**Task requirements**
Please report every line from the material that contains the word "Order".

**Task material**
□ □ □ □
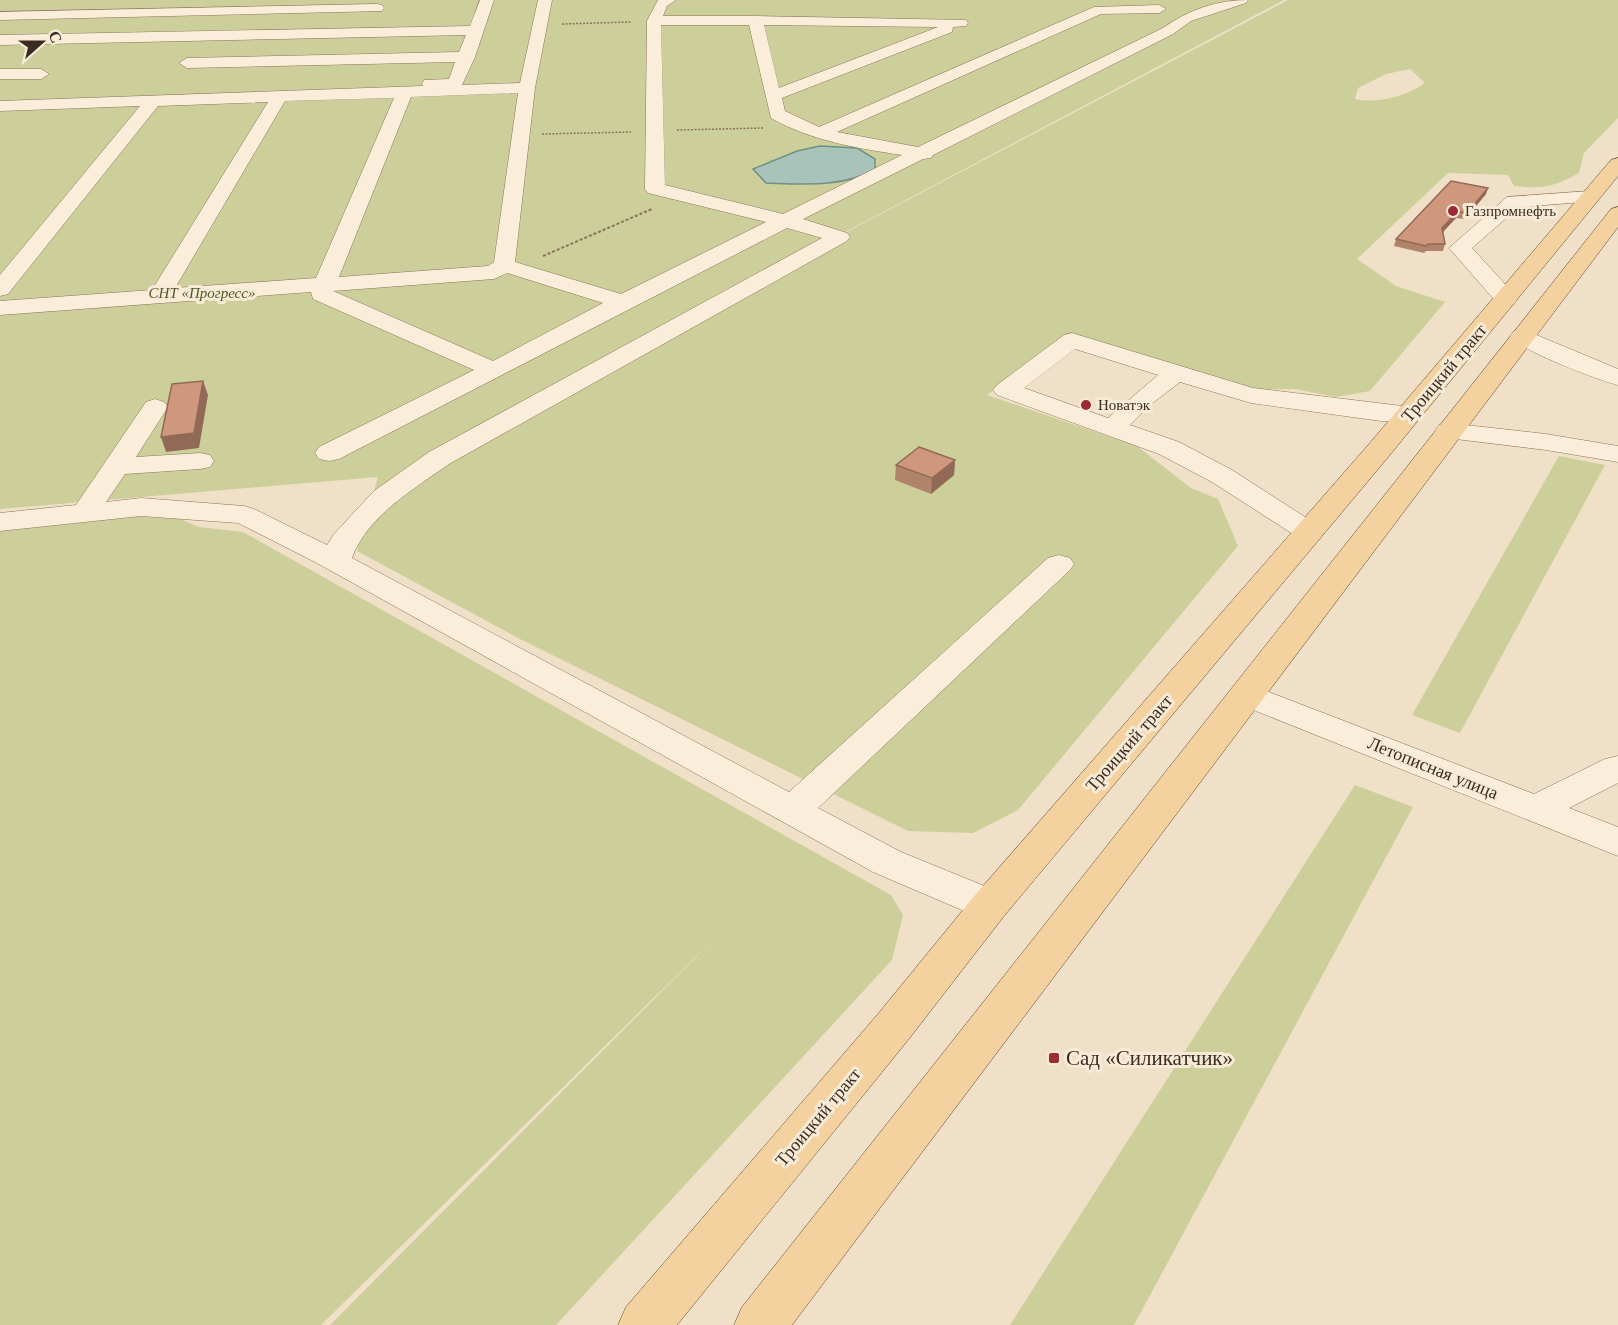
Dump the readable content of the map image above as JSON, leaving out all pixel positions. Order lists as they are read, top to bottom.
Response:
□ □ □ □
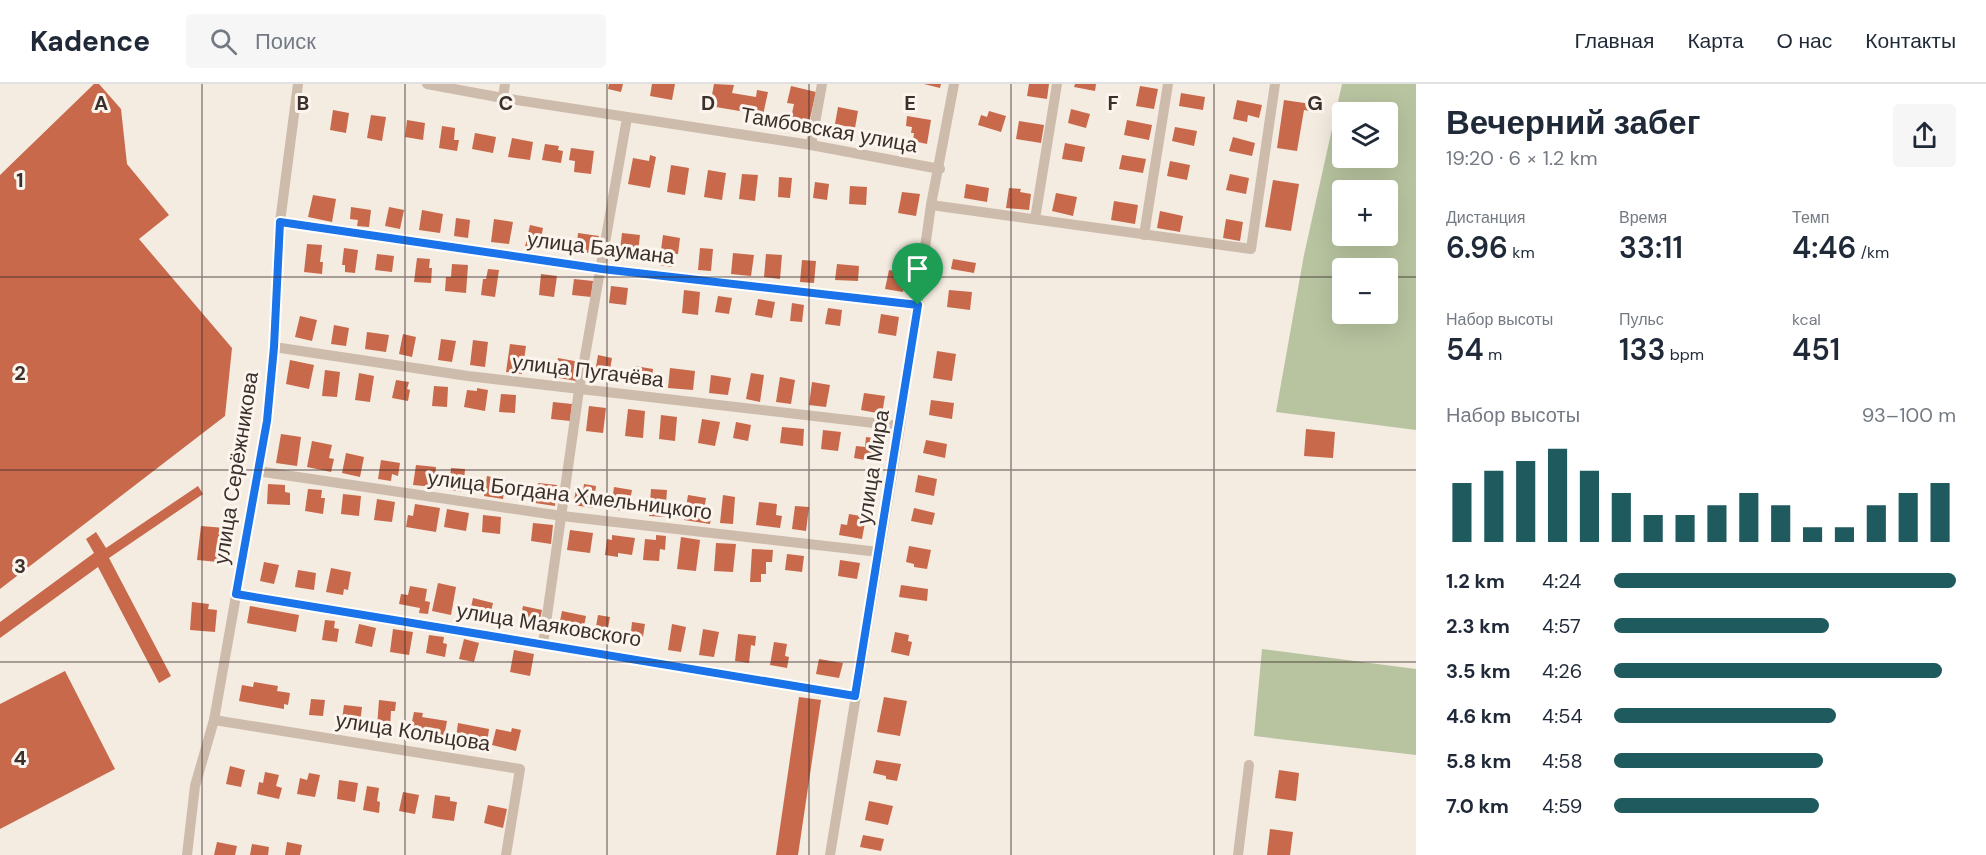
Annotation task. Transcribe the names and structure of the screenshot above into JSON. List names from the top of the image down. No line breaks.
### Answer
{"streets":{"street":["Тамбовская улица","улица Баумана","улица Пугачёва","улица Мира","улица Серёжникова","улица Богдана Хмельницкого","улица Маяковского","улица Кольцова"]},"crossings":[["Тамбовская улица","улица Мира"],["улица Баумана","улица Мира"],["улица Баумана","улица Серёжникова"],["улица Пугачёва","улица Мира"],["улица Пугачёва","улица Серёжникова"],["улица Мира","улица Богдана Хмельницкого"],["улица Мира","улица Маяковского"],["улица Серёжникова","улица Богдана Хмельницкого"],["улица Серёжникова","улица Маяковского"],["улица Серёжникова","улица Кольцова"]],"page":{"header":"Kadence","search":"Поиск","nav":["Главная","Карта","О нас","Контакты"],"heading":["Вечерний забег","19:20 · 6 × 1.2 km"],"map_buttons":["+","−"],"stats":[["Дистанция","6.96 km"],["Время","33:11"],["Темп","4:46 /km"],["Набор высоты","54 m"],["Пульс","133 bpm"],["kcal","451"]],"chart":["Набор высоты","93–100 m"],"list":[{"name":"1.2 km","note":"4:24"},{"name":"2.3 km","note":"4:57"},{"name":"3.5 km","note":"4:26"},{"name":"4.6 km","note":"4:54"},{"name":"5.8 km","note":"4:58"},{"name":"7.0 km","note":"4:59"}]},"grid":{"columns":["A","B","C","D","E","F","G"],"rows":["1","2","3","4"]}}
□ □ □ □
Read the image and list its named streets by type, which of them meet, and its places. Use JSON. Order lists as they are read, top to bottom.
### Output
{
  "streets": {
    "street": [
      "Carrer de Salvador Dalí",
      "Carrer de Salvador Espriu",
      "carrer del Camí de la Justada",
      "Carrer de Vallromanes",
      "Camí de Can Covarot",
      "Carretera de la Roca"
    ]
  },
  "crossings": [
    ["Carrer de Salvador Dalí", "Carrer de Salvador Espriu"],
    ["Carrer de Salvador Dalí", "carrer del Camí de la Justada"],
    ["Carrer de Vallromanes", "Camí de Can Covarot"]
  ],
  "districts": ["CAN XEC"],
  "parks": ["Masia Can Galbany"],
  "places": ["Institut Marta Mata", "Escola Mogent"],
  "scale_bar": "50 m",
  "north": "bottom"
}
□ □ □ □
**Worked solution**
Dump the readable content of the map image above as JSON, leaving out all pixel positions. Order lists as they are read, top to bottom.
Read the image and list its named streets by type, which of them meet, and its places. Use JSON. Order lists as they are read, top to bottom.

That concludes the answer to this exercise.